RECORDED DATA:
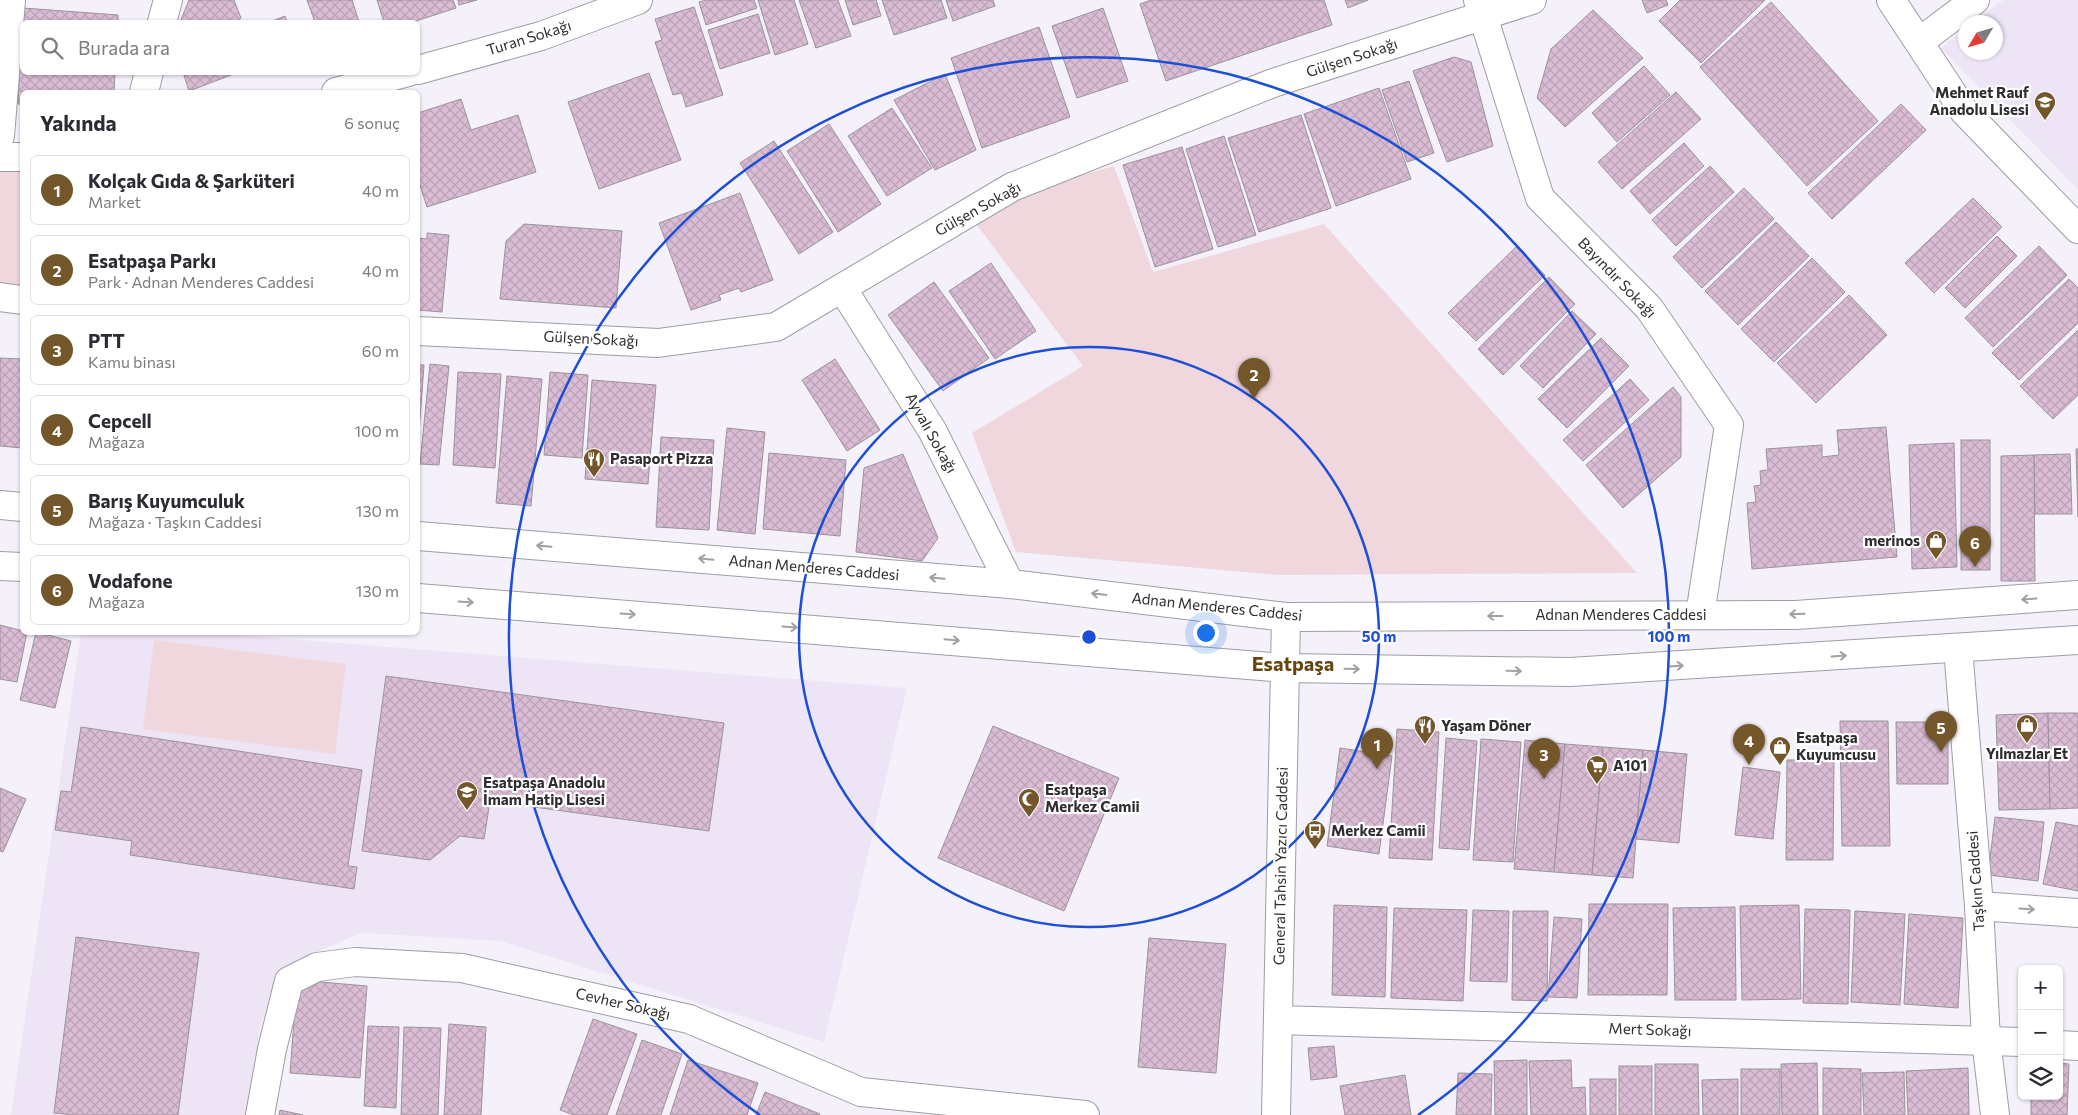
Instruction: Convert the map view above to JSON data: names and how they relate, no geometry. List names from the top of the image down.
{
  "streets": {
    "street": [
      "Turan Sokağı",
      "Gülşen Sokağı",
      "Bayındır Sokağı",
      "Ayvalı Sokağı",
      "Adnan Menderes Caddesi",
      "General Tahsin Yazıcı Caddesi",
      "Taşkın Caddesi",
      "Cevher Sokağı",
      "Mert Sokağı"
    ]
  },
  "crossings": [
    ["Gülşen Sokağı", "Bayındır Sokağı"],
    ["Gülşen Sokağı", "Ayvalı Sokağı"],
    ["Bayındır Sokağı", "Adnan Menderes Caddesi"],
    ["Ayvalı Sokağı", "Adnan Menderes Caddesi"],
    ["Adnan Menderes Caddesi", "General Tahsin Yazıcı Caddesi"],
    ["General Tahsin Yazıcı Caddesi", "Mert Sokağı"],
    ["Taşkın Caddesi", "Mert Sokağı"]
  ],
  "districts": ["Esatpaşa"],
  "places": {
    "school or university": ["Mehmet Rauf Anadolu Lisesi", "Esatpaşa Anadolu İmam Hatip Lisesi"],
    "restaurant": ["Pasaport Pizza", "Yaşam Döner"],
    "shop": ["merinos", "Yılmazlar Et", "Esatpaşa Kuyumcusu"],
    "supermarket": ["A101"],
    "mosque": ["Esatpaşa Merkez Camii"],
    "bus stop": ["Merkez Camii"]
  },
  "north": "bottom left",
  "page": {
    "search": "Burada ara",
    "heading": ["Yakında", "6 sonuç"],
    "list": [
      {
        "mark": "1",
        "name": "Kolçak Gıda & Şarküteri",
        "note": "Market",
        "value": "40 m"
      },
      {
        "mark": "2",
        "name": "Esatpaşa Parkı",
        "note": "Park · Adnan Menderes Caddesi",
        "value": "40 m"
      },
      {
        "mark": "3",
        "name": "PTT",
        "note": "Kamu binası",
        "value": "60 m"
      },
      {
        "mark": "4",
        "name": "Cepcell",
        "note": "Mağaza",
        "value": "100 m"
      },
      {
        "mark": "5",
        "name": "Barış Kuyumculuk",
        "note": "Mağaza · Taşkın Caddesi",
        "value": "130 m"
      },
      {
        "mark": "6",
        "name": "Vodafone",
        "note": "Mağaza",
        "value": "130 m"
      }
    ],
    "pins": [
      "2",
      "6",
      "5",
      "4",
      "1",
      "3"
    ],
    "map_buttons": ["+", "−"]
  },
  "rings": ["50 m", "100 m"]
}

THE PROBLEM:
Would you please repeat each record exactly? Leave the pictures out.

RESULT FOR THIS EXERCISE:
Instruction: Convert the map view above to JSON data: names and how they relate, no geometry. List names from the top of the image down.
{
  "streets": {
    "street": [
      "Turan Sokağı",
      "Gülşen Sokağı",
      "Bayındır Sokağı",
      "Ayvalı Sokağı",
      "Adnan Menderes Caddesi",
      "General Tahsin Yazıcı Caddesi",
      "Taşkın Caddesi",
      "Cevher Sokağı",
      "Mert Sokağı"
    ]
  },
  "crossings": [
    ["Gülşen Sokağı", "Bayındır Sokağı"],
    ["Gülşen Sokağı", "Ayvalı Sokağı"],
    ["Bayındır Sokağı", "Adnan Menderes Caddesi"],
    ["Ayvalı Sokağı", "Adnan Menderes Caddesi"],
    ["Adnan Menderes Caddesi", "General Tahsin Yazıcı Caddesi"],
    ["General Tahsin Yazıcı Caddesi", "Mert Sokağı"],
    ["Taşkın Caddesi", "Mert Sokağı"]
  ],
  "districts": ["Esatpaşa"],
  "places": {
    "school or university": ["Mehmet Rauf Anadolu Lisesi", "Esatpaşa Anadolu İmam Hatip Lisesi"],
    "restaurant": ["Pasaport Pizza", "Yaşam Döner"],
    "shop": ["merinos", "Yılmazlar Et", "Esatpaşa Kuyumcusu"],
    "supermarket": ["A101"],
    "mosque": ["Esatpaşa Merkez Camii"],
    "bus stop": ["Merkez Camii"]
  },
  "north": "bottom left",
  "page": {
    "search": "Burada ara",
    "heading": ["Yakında", "6 sonuç"],
    "list": [
      {
        "mark": "1",
        "name": "Kolçak Gıda & Şarküteri",
        "note": "Market",
        "value": "40 m"
      },
      {
        "mark": "2",
        "name": "Esatpaşa Parkı",
        "note": "Park · Adnan Menderes Caddesi",
        "value": "40 m"
      },
      {
        "mark": "3",
        "name": "PTT",
        "note": "Kamu binası",
        "value": "60 m"
      },
      {
        "mark": "4",
        "name": "Cepcell",
        "note": "Mağaza",
        "value": "100 m"
      },
      {
        "mark": "5",
        "name": "Barış Kuyumculuk",
        "note": "Mağaza · Taşkın Caddesi",
        "value": "130 m"
      },
      {
        "mark": "6",
        "name": "Vodafone",
        "note": "Mağaza",
        "value": "130 m"
      }
    ],
    "pins": [
      "2",
      "6",
      "5",
      "4",
      "1",
      "3"
    ],
    "map_buttons": ["+", "−"]
  },
  "rings": ["50 m", "100 m"]
}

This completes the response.